Nel caso in esame l'azione di risarcimento proposta in sede civile dal coniuge superstite non ha investito la posizione dei sanitari assolti in sede penale ma è stata invece intentata, ai sensi dell'art. 1228 c.c., nei confronti della struttura sanitaria presso la quale fu ricoverato il coniuge e presso la quale operavano i medici assolti in sede penale.

Il fondamento della responsabilità per fatto degli ausiliari è l'accertamento del fatto colposo del personale medico ausiliario, in assenza del quale non si può parlare di alcuna responsabilità contrattuale dell'ente nei confronti del paziente.

Pur se tale responsabilità della struttura sanitaria è autonoma da quella del medico di cui essa si si avvalsa in qualità di ausiliario, peraltro entrambi rispondono solidalmente nei confronti del danneggiato.

L'art. 1306, comma 2, c.c., invocato dall'ente ospedaliero sin dalla costituzione in primo grado, consente al condebitore di invocare il giudicato favorevole formato nei confronti di altro condebitore, alla duplice condizione che il giudicato non sia fondato su ragioni personali dell'altro condebitore e che il condebitore faccia valere tempestivamente quel giudicato nel processo contro di lui.

Essendo unico il fatto dannoso imputabile a tutti contributori e risultando il comportamento dei medici elementi costitutivo della responsabilità della struttura stessa, il giudicato che escluda l'illecito colpevole degli ausiliari ben potrà essere opposto, secondo la Cassazione, per escludere la propria responsabilità civile dal condebitore-struttura sanitaria, che correttamente aveva eccepito l'opponibilità nei confronti dell'attrice sin dalla comparsa di costituzione di primo grado.

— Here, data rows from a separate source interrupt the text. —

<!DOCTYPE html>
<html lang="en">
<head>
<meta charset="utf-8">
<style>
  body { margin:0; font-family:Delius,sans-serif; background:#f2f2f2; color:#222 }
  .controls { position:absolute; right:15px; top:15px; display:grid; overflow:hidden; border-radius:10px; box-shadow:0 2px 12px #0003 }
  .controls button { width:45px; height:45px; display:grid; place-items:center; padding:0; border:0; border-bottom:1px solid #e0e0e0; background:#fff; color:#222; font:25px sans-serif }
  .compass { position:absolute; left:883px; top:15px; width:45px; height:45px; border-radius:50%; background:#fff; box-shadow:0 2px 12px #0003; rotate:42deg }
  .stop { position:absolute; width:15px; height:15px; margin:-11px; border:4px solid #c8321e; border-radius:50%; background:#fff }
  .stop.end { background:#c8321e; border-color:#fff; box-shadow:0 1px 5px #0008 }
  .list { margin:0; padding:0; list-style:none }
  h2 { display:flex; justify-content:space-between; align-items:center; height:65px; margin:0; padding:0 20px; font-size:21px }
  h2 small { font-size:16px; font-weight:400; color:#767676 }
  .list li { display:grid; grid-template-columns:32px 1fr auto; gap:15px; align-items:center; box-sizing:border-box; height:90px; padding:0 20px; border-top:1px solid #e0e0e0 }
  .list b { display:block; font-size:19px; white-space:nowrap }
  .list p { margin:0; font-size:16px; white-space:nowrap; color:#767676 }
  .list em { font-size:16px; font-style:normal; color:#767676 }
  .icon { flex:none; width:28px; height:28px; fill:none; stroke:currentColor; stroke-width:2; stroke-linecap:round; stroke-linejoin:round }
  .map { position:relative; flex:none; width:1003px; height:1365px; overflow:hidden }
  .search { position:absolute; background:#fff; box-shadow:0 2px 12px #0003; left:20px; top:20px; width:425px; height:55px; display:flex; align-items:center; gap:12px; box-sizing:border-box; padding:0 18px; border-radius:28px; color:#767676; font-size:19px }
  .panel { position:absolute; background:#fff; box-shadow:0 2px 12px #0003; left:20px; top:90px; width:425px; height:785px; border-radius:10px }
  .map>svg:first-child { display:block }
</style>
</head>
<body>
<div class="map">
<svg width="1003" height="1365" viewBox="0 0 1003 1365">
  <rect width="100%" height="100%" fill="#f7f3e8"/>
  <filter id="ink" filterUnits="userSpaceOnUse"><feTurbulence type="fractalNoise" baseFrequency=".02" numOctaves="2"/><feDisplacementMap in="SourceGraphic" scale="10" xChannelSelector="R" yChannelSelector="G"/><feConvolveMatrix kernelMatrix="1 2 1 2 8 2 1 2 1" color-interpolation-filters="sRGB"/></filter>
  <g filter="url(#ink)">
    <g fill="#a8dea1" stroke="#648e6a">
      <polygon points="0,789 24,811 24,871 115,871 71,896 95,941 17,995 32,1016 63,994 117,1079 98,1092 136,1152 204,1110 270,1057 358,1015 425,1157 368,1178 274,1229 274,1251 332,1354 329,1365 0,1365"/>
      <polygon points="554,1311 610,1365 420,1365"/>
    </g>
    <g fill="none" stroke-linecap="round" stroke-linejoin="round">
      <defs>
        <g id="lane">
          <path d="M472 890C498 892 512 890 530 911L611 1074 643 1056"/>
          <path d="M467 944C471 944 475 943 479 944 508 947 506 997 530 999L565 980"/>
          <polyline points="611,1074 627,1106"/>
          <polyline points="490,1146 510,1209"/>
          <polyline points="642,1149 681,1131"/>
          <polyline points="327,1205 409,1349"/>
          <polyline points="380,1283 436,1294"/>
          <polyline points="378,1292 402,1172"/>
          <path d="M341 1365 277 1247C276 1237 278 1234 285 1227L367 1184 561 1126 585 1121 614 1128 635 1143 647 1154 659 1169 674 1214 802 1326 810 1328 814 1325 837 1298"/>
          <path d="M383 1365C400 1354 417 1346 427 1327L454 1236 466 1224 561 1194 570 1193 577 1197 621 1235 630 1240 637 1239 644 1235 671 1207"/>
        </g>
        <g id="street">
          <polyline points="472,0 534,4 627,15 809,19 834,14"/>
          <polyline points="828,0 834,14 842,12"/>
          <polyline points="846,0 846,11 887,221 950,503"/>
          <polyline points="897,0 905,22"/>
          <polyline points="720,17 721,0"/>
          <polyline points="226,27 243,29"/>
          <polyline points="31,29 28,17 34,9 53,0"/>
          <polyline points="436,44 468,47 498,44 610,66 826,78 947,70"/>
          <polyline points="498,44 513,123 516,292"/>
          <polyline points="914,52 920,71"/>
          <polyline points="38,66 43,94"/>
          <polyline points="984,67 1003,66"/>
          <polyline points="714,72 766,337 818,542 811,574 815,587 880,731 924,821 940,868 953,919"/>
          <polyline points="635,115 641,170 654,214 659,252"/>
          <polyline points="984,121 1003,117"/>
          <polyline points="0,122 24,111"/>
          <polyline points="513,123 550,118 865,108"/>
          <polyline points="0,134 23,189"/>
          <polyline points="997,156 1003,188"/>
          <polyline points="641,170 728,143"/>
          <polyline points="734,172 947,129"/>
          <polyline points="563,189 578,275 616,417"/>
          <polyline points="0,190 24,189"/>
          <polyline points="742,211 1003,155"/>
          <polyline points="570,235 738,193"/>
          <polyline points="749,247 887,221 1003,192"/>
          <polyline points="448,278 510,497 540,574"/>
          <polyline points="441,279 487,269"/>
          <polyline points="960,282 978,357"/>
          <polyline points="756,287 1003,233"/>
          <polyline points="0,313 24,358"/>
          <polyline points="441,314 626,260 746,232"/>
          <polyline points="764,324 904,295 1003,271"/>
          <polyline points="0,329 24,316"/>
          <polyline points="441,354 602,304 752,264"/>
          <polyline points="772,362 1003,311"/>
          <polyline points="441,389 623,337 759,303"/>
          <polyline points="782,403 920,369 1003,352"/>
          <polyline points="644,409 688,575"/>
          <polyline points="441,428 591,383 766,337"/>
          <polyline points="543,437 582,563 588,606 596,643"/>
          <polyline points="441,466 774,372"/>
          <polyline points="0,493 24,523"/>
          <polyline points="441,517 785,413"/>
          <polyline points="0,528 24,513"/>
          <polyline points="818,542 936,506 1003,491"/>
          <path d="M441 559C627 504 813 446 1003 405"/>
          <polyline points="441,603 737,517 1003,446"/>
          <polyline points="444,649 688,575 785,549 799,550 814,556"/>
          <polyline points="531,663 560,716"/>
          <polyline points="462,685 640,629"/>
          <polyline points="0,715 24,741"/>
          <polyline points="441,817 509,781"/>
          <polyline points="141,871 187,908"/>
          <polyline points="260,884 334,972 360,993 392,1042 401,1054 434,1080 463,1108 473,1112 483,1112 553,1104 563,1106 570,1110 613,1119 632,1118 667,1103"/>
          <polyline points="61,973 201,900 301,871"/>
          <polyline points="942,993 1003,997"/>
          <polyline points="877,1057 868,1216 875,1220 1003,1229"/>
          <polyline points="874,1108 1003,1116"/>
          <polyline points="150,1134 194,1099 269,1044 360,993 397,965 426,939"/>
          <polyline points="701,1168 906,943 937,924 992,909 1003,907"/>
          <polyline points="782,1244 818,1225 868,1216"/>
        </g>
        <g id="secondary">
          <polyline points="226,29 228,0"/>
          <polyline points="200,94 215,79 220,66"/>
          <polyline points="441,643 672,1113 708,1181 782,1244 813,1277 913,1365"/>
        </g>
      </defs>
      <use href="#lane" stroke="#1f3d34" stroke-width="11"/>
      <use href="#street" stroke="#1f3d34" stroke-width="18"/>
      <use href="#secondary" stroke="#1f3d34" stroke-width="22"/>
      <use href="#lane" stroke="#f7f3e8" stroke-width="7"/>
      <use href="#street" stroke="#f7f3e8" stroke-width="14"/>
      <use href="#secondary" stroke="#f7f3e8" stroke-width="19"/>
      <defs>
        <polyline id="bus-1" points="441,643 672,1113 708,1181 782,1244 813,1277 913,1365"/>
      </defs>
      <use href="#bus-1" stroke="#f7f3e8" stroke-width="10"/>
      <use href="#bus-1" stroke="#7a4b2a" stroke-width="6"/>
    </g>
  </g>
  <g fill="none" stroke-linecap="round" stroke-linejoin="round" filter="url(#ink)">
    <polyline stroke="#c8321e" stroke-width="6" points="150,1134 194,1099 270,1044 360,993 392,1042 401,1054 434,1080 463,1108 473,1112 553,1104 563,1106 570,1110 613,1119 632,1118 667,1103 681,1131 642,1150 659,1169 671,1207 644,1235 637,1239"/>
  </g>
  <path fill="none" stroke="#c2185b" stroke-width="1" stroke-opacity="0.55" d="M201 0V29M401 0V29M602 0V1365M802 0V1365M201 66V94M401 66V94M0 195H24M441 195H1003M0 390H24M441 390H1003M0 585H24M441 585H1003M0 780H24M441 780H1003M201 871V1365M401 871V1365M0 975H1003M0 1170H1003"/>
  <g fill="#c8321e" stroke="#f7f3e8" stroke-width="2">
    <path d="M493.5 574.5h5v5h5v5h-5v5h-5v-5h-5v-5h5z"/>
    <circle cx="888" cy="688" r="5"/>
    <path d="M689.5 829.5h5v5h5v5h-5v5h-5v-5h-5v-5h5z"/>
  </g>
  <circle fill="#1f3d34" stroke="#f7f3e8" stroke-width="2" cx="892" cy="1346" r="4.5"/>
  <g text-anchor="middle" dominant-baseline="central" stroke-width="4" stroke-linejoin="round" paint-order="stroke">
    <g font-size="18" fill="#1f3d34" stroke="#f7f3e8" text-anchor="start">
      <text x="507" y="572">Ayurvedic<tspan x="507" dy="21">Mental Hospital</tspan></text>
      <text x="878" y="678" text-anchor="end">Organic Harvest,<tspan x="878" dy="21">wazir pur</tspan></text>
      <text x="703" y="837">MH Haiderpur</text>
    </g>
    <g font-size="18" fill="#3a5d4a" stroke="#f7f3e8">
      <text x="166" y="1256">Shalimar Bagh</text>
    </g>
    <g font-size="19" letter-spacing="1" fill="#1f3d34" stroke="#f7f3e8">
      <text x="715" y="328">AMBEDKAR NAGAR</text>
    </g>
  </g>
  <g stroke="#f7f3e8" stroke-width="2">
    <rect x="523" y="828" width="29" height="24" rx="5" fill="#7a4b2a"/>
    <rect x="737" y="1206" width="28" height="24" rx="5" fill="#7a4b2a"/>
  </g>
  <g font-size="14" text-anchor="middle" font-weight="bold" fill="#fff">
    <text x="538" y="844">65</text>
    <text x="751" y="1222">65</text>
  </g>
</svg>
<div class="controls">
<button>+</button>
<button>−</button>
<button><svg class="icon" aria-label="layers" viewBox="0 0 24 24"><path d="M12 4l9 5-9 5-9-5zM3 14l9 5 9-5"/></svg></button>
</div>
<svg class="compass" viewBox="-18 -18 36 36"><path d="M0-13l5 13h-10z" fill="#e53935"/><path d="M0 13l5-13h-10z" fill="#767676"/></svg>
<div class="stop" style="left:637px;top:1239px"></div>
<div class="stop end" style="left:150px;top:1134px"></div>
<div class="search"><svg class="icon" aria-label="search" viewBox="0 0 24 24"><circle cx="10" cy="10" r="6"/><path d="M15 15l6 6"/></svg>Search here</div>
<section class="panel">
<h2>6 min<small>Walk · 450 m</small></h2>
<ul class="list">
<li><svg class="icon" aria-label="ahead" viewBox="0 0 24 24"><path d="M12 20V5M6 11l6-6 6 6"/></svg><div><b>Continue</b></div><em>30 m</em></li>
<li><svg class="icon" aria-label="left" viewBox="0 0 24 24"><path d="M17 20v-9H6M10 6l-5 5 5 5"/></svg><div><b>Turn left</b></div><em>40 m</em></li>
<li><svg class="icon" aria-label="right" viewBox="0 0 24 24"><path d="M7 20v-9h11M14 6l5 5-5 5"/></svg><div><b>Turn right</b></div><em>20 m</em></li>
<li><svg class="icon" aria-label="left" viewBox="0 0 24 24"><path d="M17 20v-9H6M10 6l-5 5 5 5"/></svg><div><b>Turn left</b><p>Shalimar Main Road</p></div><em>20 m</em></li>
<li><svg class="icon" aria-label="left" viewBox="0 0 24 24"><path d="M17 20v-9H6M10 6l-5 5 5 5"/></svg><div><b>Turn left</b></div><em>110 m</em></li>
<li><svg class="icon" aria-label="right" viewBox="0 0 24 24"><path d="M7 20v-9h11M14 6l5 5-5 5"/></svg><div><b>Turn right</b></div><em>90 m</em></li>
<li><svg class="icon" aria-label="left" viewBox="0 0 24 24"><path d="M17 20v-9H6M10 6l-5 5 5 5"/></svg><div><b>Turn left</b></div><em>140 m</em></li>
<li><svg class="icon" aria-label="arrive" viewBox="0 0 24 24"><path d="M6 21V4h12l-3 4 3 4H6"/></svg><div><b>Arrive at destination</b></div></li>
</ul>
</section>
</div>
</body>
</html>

Accogliendo dunque il ricorso dell'ospedale e rigettando definitivamente la domanda risarcitoria la Cassazione ha enunciato il seguente principio di diritto: «nella controversia civile di responsabilità sanitaria, promossa dal danneggiato al fine di ottenere la condanna della struttura sanitaria al risarcimento dei danni, a titolo di responsabilità contrattuale esclusivamente fondata sull'art. 1228 c.c. per il fatto colposo dei medici dei quali si sia avvalsa nell'adempimento della propria obbligazione di cura, la sentenza – pronunciata all'esito di dibattimento nel processo penale al quale abbia partecipato (o sia stata messo in condizione di parteciparvi) soltanto il danneggiato come parte civile e divenuta irrevocabile – che abbia assolto i medici con la formula “perché il fatto non sussiste”, in forza di accertamento effettivo sulla insussistenza del nesso causale tra la condotta degli stessi sanitari e l'evento iatrogeno in danno del paziente in relazione ai medesimi fatti oggetto del giudizio civile di danno, esplica, ai sensi dell'art. 652 c.p.p., piena efficacia di giudicato ostativo di un diverso accertamento di quegli stessi fatti ed è opponibile, ai sensi dell'art. 1306, comma 2, c.c., dalla convenuta struttura sanitaria, debitrice solidale con i medici assolti in sede penale, all'attore danneggiato, ove l'eccezione sia stata tempestivamente sollevata in primo grado e successivamente coltivata».